- _Action item_:
Write the records out once more, so that nothing differs from the original.

Source data:
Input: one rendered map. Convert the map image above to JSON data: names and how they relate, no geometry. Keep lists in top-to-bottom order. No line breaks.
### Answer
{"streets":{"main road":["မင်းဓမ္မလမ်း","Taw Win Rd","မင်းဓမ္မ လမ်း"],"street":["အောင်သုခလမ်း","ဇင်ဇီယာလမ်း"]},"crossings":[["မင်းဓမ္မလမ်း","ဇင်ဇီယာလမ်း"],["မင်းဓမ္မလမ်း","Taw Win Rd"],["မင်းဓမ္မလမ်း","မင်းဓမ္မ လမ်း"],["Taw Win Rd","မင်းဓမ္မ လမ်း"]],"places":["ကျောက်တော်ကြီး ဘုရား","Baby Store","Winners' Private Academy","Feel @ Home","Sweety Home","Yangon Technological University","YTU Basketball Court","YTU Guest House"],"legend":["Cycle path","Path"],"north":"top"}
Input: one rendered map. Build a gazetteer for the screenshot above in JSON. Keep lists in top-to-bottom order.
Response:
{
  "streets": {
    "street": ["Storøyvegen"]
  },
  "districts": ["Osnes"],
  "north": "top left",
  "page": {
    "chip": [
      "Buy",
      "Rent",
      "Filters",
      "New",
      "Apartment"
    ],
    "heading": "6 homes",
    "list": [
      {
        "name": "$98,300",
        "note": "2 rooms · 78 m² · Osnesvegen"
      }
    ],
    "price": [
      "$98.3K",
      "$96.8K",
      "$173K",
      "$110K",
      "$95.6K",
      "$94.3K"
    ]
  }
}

- _Solution to this task_:
Input: one rendered map. Convert the map image above to JSON data: names and how they relate, no geometry. Keep lists in top-to-bottom order. No line breaks.
### Answer
{"streets":{"main road":["မင်းဓမ္မလမ်း","Taw Win Rd","မင်းဓမ္မ လမ်း"],"street":["အောင်သုခလမ်း","ဇင်ဇီယာလမ်း"]},"crossings":[["မင်းဓမ္မလမ်း","ဇင်ဇီယာလမ်း"],["မင်းဓမ္မလမ်း","Taw Win Rd"],["မင်းဓမ္မလမ်း","မင်းဓမ္မ လမ်း"],["Taw Win Rd","မင်းဓမ္မ လမ်း"]],"places":["ကျောက်တော်ကြီး ဘုရား","Baby Store","Winners' Private Academy","Feel @ Home","Sweety Home","Yangon Technological University","YTU Basketball Court","YTU Guest House"],"legend":["Cycle path","Path"],"north":"top"}
Input: one rendered map. Build a gazetteer for the screenshot above in JSON. Keep lists in top-to-bottom order.
Response:
{
  "streets": {
    "street": ["Storøyvegen"]
  },
  "districts": ["Osnes"],
  "north": "top left",
  "page": {
    "chip": [
      "Buy",
      "Rent",
      "Filters",
      "New",
      "Apartment"
    ],
    "heading": "6 homes",
    "list": [
      {
        "name": "$98,300",
        "note": "2 rooms · 78 m² · Osnesvegen"
      }
    ],
    "price": [
      "$98.3K",
      "$96.8K",
      "$173K",
      "$110K",
      "$95.6K",
      "$94.3K"
    ]
  }
}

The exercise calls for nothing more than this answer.